Session Management Guide

Explains how Karo manages conversation history and state using sessions.

Session Management in Karo

Karo includes a session management system to maintain conversation history and state across multiple interactions with an agent, typically via the FastAPI server.

Core Concepts

  • BaseSession: A Pydantic model representing a single conversation session. It stores:
    • id: Unique session identifier.
    • user_id: Identifier for the user associated with the session.
    • app_name: Identifier for the agent/application.
    • state: A dictionary for storing arbitrary session-specific data.
    • events: A list of BaseEvent objects representing the conversation turns.
    • created_at, last_update_time: Timestamps.
  • BaseEvent: A Pydantic model representing a single turn in the conversation (e.g., a user message or an assistant response). It stores:
    • id: Unique event identifier.
    • role: "user" or "assistant".
    • content: The text content of the message.
    • timestamp: When the event occurred.
  • BaseSessionService: An abstract base class defining the interface for session storage and retrieval. Key methods include create_session, get_session, update_session, delete_session, list_sessions.
  • InMemorySessionService: An implementation of BaseSessionService that stores sessions in a Python dictionary in memory.

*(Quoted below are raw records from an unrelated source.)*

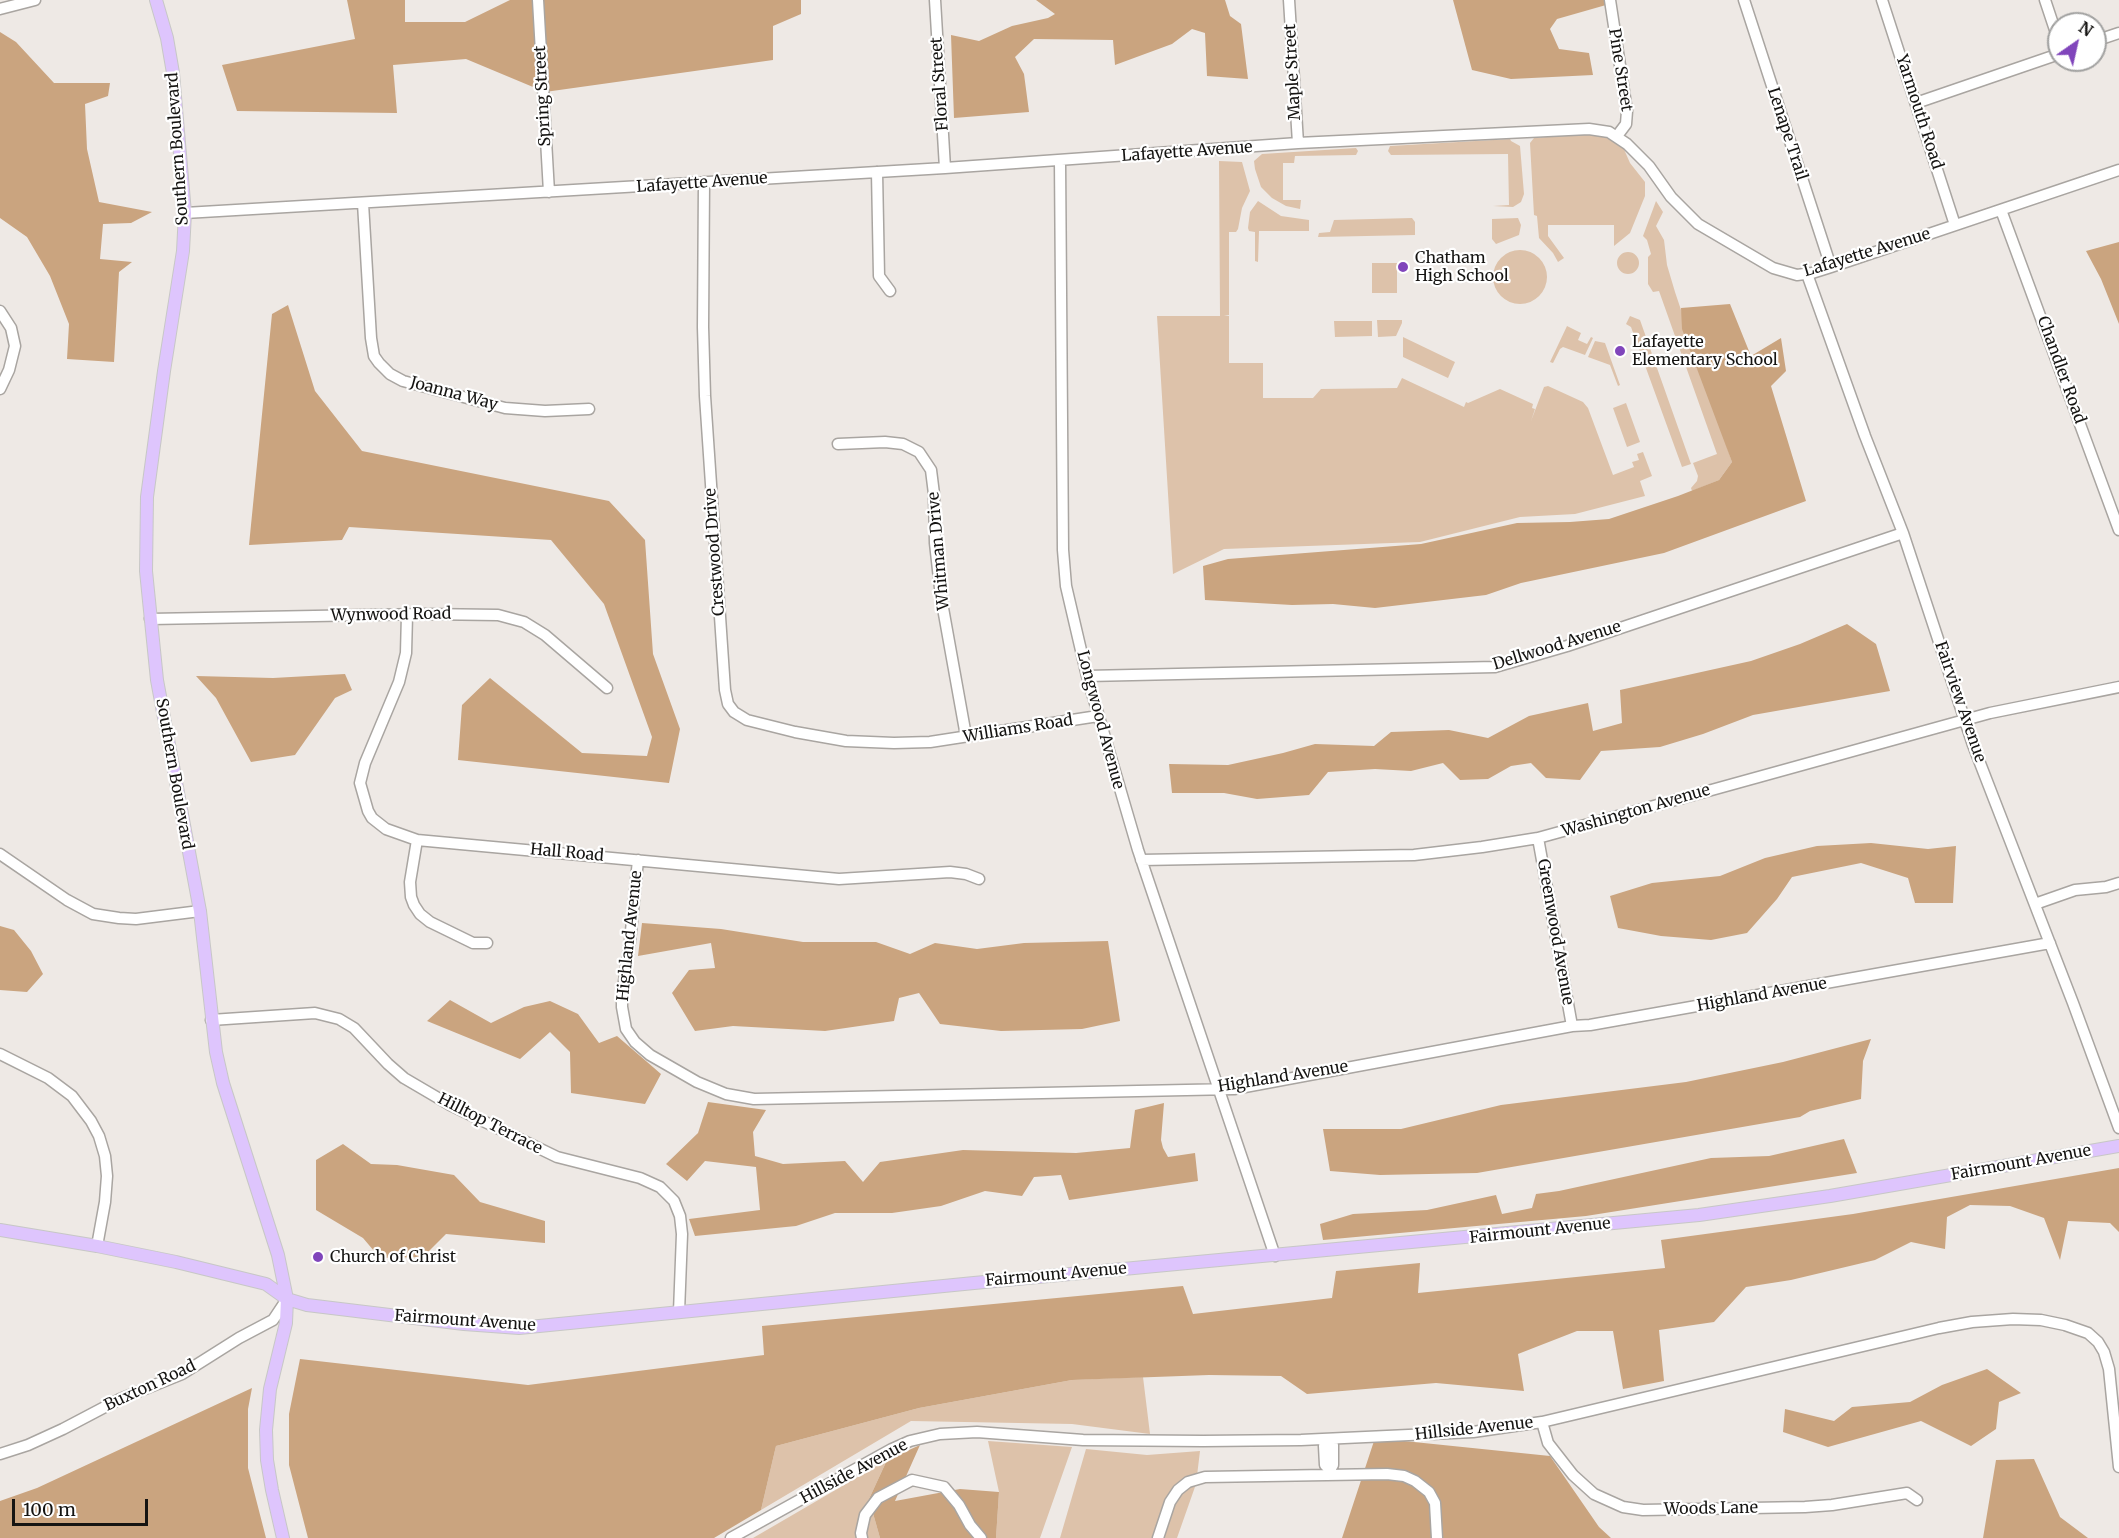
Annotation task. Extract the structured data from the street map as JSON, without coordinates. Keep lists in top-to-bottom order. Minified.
{"streets":{"main road":["Southern Boulevard","Fairmount Avenue"],"street":["Pine Street","Maple Street","Floral Street","Spring Street","Yarmouth Road","Lenape Trail","Lafayette Avenue","Chandler Road","Joanna Way","Whitman Drive","Crestwood Drive","Wynwood Road","Dellwood Avenue","Fairview Avenue","Longwood Avenue","Williams Road","Washington Avenue","Hall Road","Greenwood Avenue","Highland Avenue","Hilltop Terrace","Buxton Road","Hillside Avenue","Woods Lane"]},"crossings":[["Pine Street","Lafayette Avenue"],["Maple Street","Lafayette Avenue"],["Floral Street","Lafayette Avenue"],["Spring Street","Lafayette Avenue"],["Yarmouth Road","Lafayette Avenue"],["Lenape Trail","Lafayette Avenue"],["Southern Boulevard","Lafayette Avenue"],["Southern Boulevard","Wynwood Road"],["Southern Boulevard","Hilltop Terrace"],["Southern Boulevard","Fairmount Avenue"],["Southern Boulevard","Buxton Road"],["Lafayette Avenue","Chandler Road"],["Lafayette Avenue","Joanna Way"],["Lafayette Avenue","Crestwood Drive"],["Lafayette Avenue","Fairview Avenue"],["Lafayette Avenue","Longwood Avenue"],["Whitman Drive","Williams Road"],["Crestwood Drive","Williams Road"],["Wynwood Road","Hall Road"],["Dellwood Avenue","Fairview Avenue"],["Dellwood Avenue","Longwood Avenue"],["Fairview Avenue","Washington Avenue"],["Fairview Avenue","Highland Avenue"],["Longwood Avenue","Williams Road"],["Longwood Avenue","Washington Avenue"],["Longwood Avenue","Highland Avenue"],["Longwood Avenue","Fairmount Avenue"],["Washington Avenue","Greenwood Avenue"],["Hall Road","Highland Avenue"],["Greenwood Avenue","Highland Avenue"],["Hilltop Terrace","Fairmount Avenue"],["Fairmount Avenue","Buxton Road"],["Hillside Avenue","Woods Lane"]],"places":["Chatham High School","Lafayette Elementary School","Church of Christ"],"scale_bar":"100 m","north":"top right"}
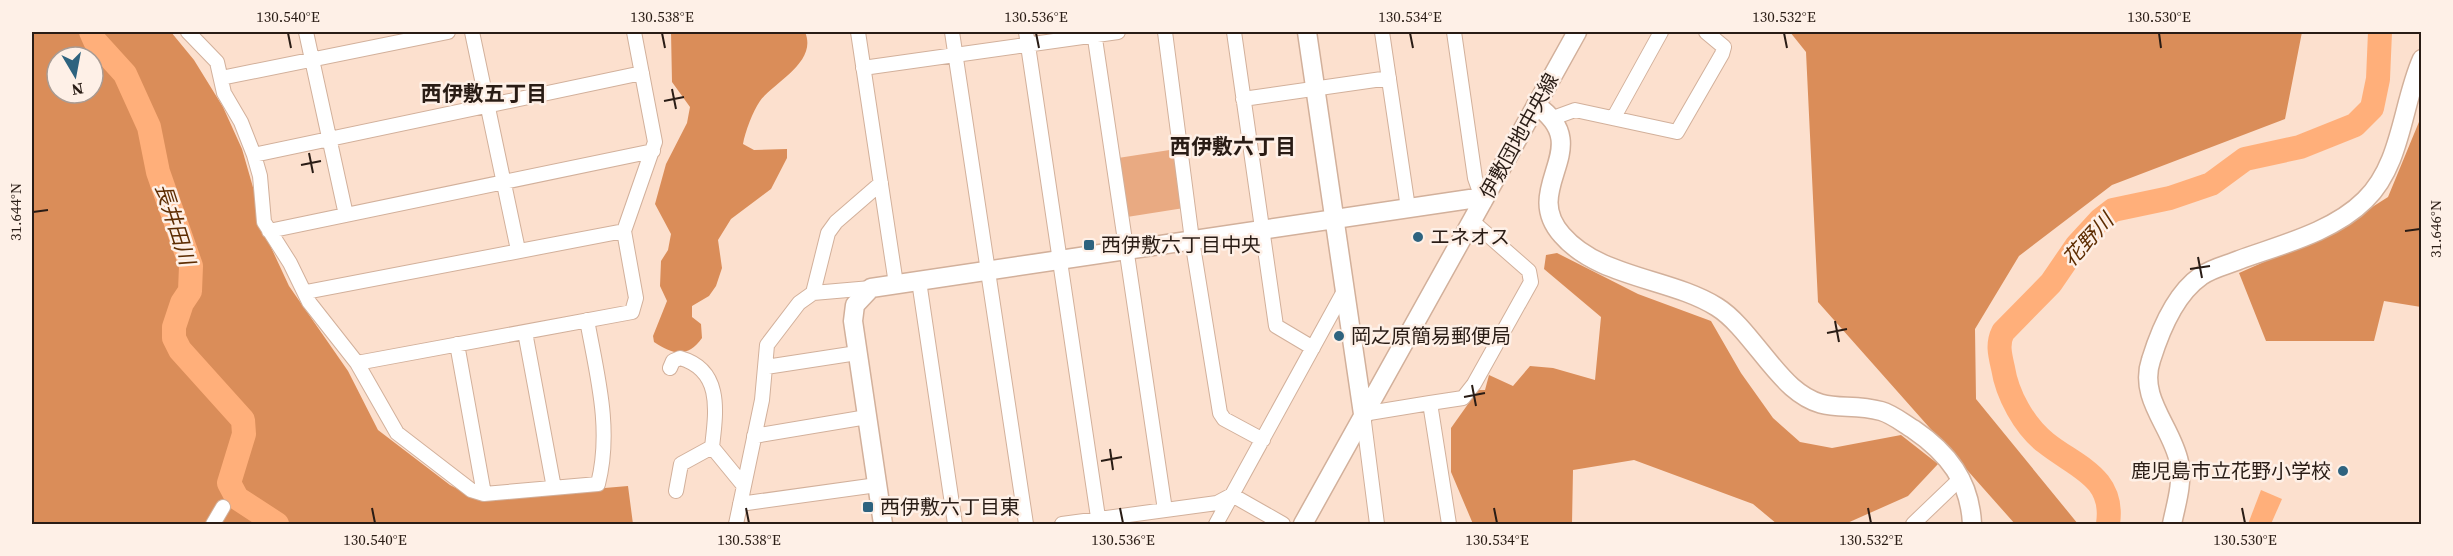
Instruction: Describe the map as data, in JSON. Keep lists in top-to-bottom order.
{
  "streets": {
    "street": ["伊敷団地中央線"]
  },
  "districts": ["西伊敷五丁目", "西伊敷六丁目"],
  "water": ["長井田川", "花野川"],
  "places": {
    "other": ["エネオス", "岡之原簡易郵便局", "鹿児島市立花野小学校"],
    "transit": ["西伊敷六丁目中央", "西伊敷六丁目東"]
  },
  "north": "bottom",
  "coordinates": [
    "130.540°E",
    "130.538°E",
    "130.536°E",
    "130.534°E",
    "130.532°E",
    "130.530°E",
    "31.644°N",
    "31.646°N"
  ]
}
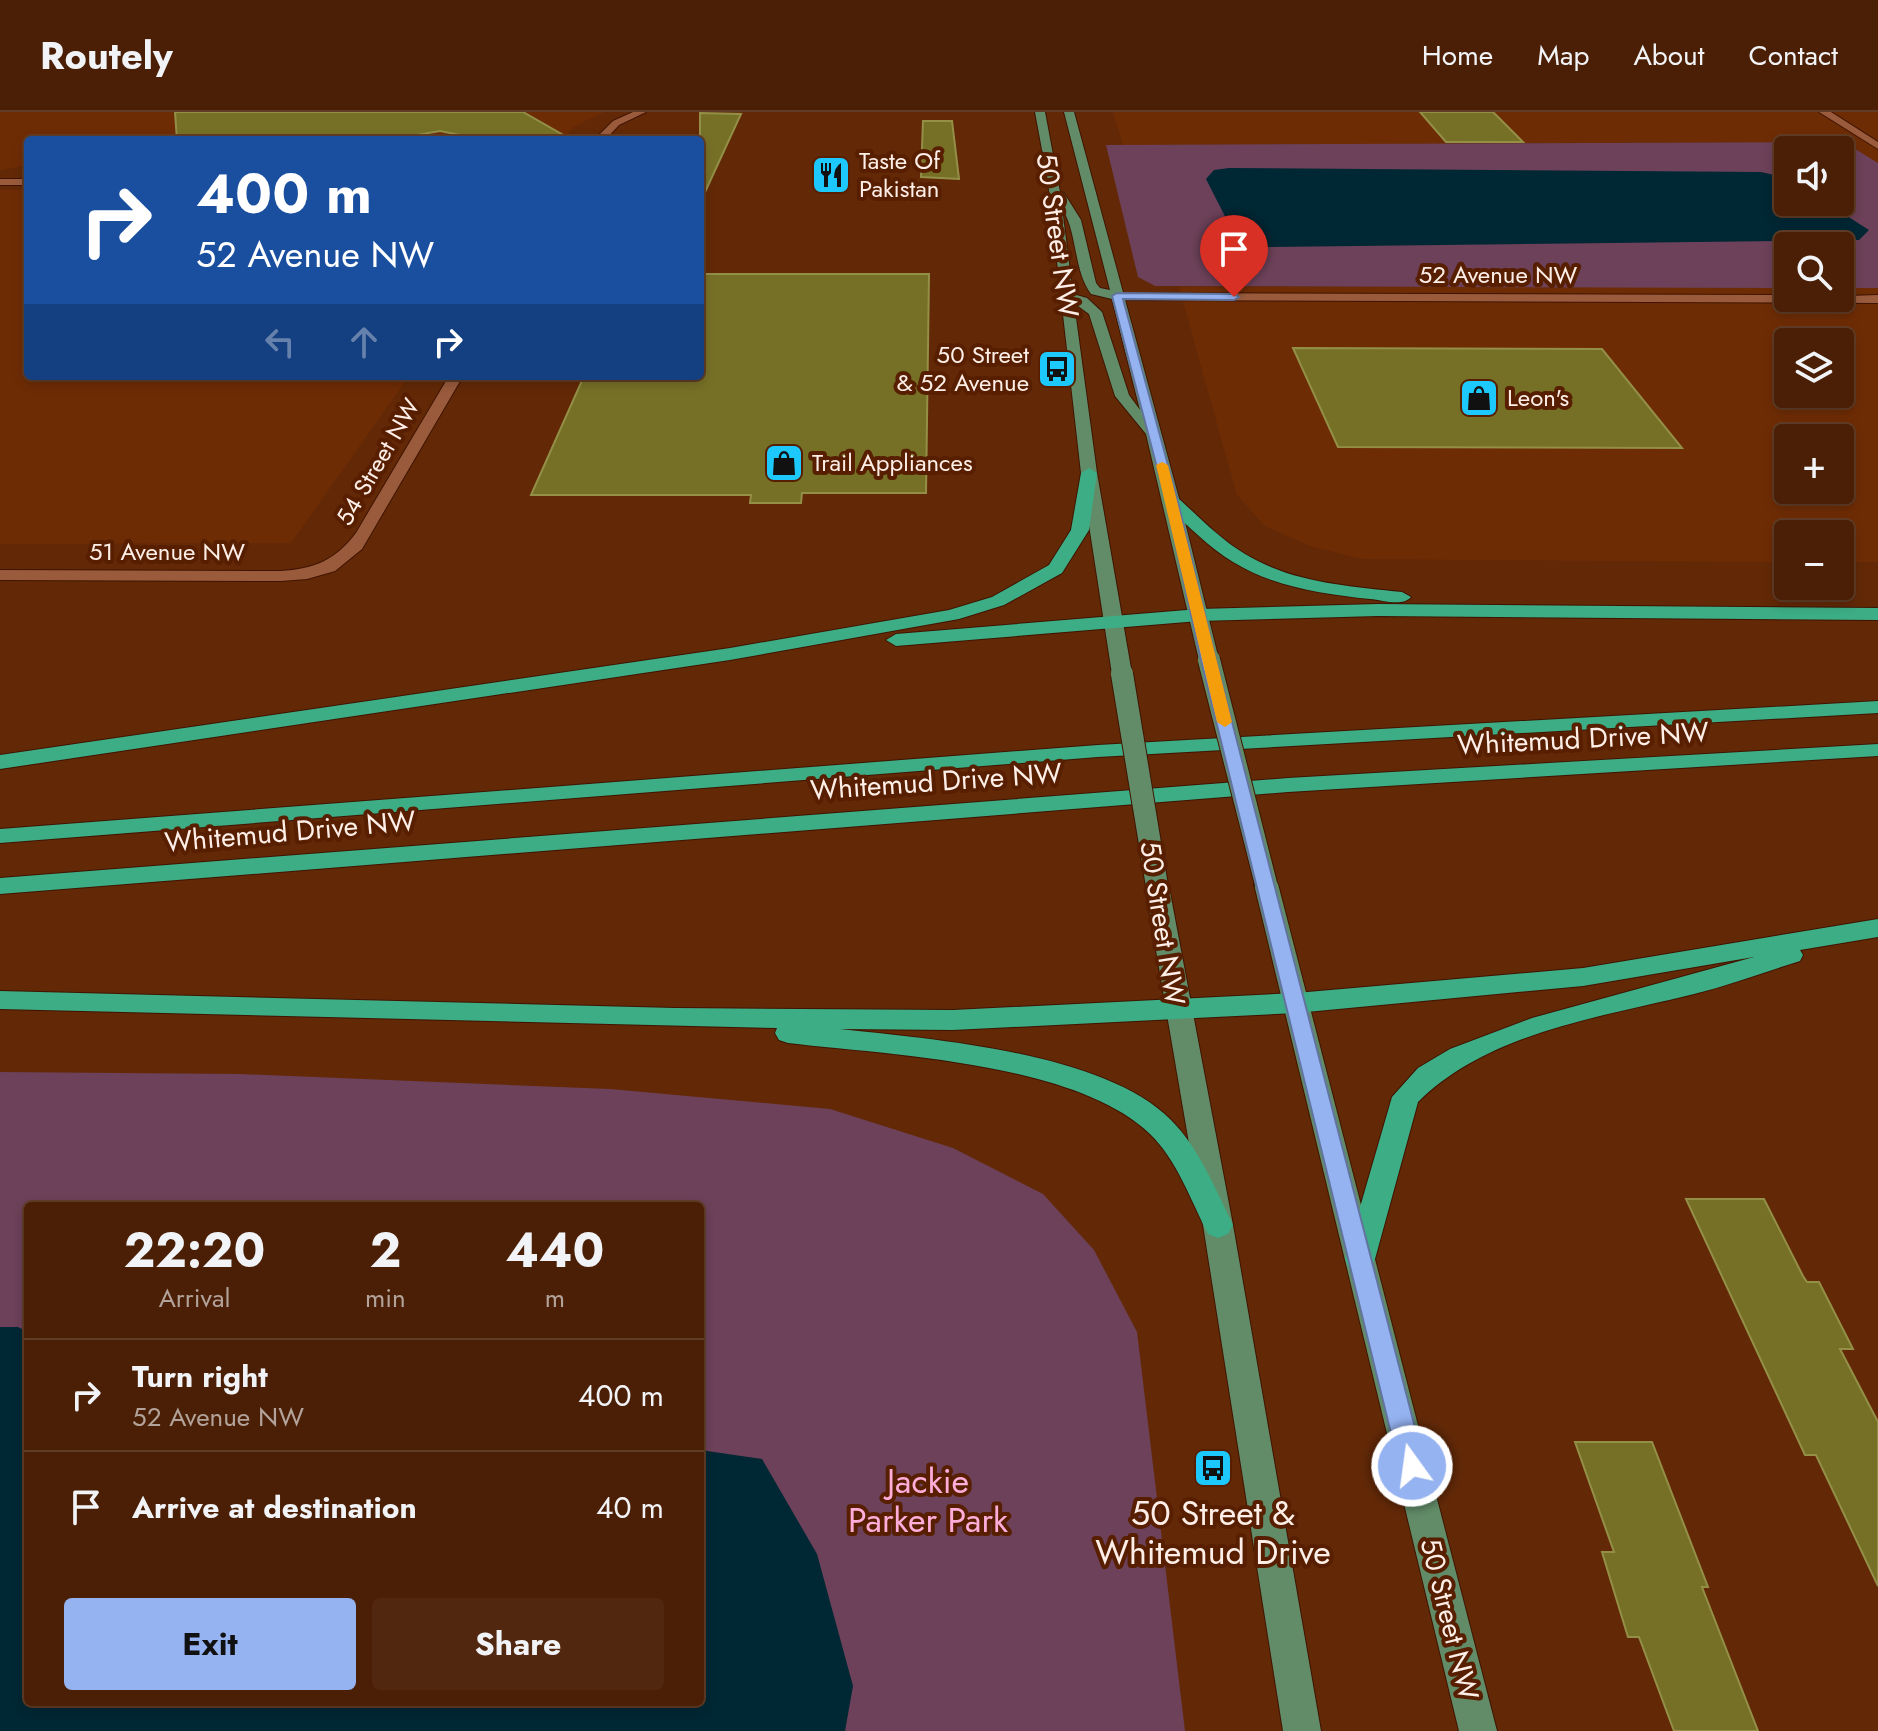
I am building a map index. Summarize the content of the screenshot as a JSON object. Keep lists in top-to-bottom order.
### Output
{
  "streets": {
    "highway": ["Whitemud Drive NW"],
    "main road": ["50 Street NW"],
    "street": ["52 Avenue NW", "54 Street NW", "51 Avenue NW"]
  },
  "crossings": [
    ["50 Street NW", "52 Avenue NW"],
    ["54 Street NW", "51 Avenue NW"]
  ],
  "parks": ["Jackie Parker Park"],
  "places": {
    "restaurant": ["Taste Of Pakistan"],
    "bus stop": ["50 Street & 52 Avenue", "50 Street & Whitemud Drive"],
    "shop": ["Leon's", "Trail Appliances"]
  },
  "page": {
    "header": "Routely",
    "nav": [
      "Home",
      "Map",
      "About",
      "Contact"
    ],
    "map_buttons": ["+", "−"],
    "turn": ["400 m", "52 Avenue NW"],
    "eta": [
      "22:20",
      "Arrival",
      "2",
      "min",
      "440",
      "m"
    ],
    "list": [
      {
        "name": "Turn right",
        "note": "52 Avenue NW",
        "value": "400 m"
      },
      {
        "name": "Arrive at destination",
        "value": "40 m"
      }
    ],
    "buttons": ["Exit", "Share"]
  }
}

Note: Sessions are lost when the server restarts.

Server Integration (/invoke Endpoint)

The FastAPI server (karo.serving.server) integrates session management into the /invoke endpoint:

  1. Request: The InvokeRequest model accepts an optional session_id.
  2. Authentication: The endpoint requires JWT authentication. The user ID (sub claim) from the token is used to associate the session with the user.
  3. Session Handling:
    • If a session_id is provided in the request:
      • The server attempts to retrieve the session using session_service.get_session().
      • It verifies that the retrieved session belongs to the authenticated user and the expected application.
      • If the session is not found or doesn't match, a warning is logged, and a new session is created.
    • If no session_id is provided, or if retrieval failed, a new session is created using session_service.create_session().
  4. Event Recording:
    • The incoming user message (chat_message) is added as a BaseEvent (role="user") to the session's events list.
  5. Agent Execution:
    • The recent conversation history (as a list of dictionaries like {"role": "user", "content": "..."}) is extracted from session.events.
    • The current session state dictionary is retrieved.
    • The agent.run() method is called, passing the input_data, history, and state.
  6. Response Handling:
    • The agent's response (or error) is processed.
    • An appropriate BaseEvent (role="assistant") is created with the response content (or error message).
    • This assistant event is added to session.events.
    • (Future Enhancement: If the agent modifies the state dictionary and returns it, the server should update session.state).
    • The session is saved using session_service.update_session().
  7. Response: The InvokeResponse includes the session_id (either the one provided or the newly generated one) along with the agent's output or error.

Agent Integration (BaseAgent)

The BaseAgent (karo.core.base_agent) has been modified:

  • It no longer manages conversation history internally (self.conversation_history and max_history_messages config are removed).
  • The run method now accepts optional history: List[Dict] and state: Dict arguments.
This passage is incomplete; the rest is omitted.